Reconocen a la Iglesia como su aliada, confían en los sacerdotes y en las hermanas. Incluso aquellas mujeres que acuden a diferentes agrupaciones religiosas, en sus peores momentos, vienen donde el Padre y la hermanas. Saben y agradecen que estemos para ayudarles en todo lo que podemos.
La presencia del Papa Francisco en estos lugares y el Sínodo ha sido una gran oportunidad para sentir que la iglesia está con ellas, que escucha sus gritos, que conoce sus necesidades. Ha sido también una oportunidad para releer su propia realidad con ojos críticos y dar su palabra con la alegría de ser escuchados y tomados en cuenta.

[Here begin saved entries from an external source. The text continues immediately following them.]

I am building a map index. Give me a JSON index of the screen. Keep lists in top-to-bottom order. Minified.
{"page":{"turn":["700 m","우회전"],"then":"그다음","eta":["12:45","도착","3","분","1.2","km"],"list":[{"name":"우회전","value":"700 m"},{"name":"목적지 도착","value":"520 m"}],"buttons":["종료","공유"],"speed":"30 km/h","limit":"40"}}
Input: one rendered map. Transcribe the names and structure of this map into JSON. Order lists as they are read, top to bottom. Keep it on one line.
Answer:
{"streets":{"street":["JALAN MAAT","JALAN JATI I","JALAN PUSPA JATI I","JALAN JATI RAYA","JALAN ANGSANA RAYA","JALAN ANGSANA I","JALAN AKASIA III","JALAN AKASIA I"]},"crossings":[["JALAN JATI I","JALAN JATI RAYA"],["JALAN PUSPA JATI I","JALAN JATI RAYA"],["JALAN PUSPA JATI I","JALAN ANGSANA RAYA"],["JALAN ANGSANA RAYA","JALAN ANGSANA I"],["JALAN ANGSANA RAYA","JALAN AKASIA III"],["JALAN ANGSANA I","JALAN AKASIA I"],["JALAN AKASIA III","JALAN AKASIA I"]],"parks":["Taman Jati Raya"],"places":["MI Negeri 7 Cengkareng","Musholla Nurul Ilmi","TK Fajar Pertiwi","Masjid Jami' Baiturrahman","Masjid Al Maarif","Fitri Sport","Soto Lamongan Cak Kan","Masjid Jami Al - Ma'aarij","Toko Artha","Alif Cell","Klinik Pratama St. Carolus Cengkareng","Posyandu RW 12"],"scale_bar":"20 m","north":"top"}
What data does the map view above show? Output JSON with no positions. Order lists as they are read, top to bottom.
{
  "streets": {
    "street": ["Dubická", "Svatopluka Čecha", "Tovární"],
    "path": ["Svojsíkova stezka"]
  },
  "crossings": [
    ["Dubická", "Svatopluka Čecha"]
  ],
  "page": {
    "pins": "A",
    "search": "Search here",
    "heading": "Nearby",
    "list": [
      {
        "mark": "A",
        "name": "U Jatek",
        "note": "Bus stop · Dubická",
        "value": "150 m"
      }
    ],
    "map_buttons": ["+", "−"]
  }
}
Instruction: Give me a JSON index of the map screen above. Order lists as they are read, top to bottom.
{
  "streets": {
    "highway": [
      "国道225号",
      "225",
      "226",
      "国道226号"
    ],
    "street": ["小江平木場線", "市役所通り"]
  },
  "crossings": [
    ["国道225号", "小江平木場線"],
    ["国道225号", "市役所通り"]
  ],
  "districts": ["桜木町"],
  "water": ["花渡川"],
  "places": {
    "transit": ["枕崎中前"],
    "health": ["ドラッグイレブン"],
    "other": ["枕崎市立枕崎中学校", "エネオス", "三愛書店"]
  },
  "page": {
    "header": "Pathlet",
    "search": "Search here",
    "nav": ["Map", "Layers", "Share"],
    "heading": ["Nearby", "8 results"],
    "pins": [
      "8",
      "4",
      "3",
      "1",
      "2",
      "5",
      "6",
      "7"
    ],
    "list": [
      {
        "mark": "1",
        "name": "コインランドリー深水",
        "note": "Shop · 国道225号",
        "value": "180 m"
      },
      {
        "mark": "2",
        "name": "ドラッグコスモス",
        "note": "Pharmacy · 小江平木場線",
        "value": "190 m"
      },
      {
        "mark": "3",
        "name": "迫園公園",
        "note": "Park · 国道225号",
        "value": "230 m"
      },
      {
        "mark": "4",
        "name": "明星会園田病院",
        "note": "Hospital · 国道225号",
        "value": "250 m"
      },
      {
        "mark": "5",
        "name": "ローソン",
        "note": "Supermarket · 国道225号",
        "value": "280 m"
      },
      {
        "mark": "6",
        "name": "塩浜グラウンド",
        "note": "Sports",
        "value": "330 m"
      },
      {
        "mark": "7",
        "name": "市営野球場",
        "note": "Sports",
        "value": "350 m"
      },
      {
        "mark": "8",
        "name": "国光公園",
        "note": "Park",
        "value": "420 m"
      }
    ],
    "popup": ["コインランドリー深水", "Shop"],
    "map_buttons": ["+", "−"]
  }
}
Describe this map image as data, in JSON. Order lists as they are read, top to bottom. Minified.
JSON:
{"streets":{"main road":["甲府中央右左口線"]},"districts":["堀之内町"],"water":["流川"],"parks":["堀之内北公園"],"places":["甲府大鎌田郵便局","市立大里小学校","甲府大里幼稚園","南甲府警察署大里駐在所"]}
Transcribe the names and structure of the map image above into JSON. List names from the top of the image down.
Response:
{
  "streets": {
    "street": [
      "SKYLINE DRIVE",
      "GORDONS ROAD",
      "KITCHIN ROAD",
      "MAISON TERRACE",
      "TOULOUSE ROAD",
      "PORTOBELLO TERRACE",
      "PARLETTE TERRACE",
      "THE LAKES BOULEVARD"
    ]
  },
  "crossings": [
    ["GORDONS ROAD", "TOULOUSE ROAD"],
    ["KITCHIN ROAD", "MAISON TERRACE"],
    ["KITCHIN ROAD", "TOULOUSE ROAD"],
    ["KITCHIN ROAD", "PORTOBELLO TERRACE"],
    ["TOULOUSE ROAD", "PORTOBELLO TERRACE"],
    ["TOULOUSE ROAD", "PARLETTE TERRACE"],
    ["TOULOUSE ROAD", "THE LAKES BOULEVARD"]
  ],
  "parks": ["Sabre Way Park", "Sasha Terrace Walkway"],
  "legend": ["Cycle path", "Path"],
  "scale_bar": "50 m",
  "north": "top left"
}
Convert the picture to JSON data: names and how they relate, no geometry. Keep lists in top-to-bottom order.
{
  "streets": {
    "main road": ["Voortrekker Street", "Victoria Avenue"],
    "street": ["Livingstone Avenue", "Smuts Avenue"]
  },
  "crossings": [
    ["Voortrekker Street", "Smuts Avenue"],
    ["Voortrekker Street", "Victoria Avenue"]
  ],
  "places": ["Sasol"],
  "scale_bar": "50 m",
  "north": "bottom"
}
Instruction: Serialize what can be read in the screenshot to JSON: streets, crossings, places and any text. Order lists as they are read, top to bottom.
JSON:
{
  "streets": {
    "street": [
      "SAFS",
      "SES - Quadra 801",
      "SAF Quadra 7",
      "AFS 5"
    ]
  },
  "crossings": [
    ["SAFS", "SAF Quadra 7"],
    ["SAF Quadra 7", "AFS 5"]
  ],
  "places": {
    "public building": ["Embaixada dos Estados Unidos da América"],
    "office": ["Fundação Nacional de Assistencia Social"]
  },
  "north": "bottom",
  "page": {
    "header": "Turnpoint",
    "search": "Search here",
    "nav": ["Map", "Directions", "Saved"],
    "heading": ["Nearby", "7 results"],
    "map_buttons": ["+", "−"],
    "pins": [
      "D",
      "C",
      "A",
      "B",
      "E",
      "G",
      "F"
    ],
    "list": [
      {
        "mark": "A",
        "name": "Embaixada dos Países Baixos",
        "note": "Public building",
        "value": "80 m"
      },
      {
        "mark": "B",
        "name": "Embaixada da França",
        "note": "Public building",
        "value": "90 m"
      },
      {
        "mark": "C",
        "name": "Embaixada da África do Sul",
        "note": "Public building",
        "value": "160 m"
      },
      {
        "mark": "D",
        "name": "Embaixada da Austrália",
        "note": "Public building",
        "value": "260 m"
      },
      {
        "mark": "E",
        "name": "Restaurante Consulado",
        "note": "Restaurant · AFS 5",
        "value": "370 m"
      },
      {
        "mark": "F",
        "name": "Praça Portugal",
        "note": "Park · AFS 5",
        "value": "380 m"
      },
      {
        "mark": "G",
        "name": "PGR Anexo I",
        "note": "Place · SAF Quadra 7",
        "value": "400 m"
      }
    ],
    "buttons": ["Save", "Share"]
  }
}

Ahora, después del trabajo en el Vaticano, se inicia el mejor trabajo: poner en práctica lo dicho aquí y lo dicho en Roma y re-comenzar a formar lideresas, mujeres empoderadas de su realidad, dispuestas a defender la vida. No cabe duda, tenemos que patrocinar el protagonismo hacia la mujer indígena. Las mujeres son las que dan vida a las comunidades, a sus hogares y a la Iglesia. Es necesario reconocer su papel y hacer un camino con ellas para que cese la vulneración de sus derechos y alcancen una vida digna, en armonía y en equilibrio con su Amazonía.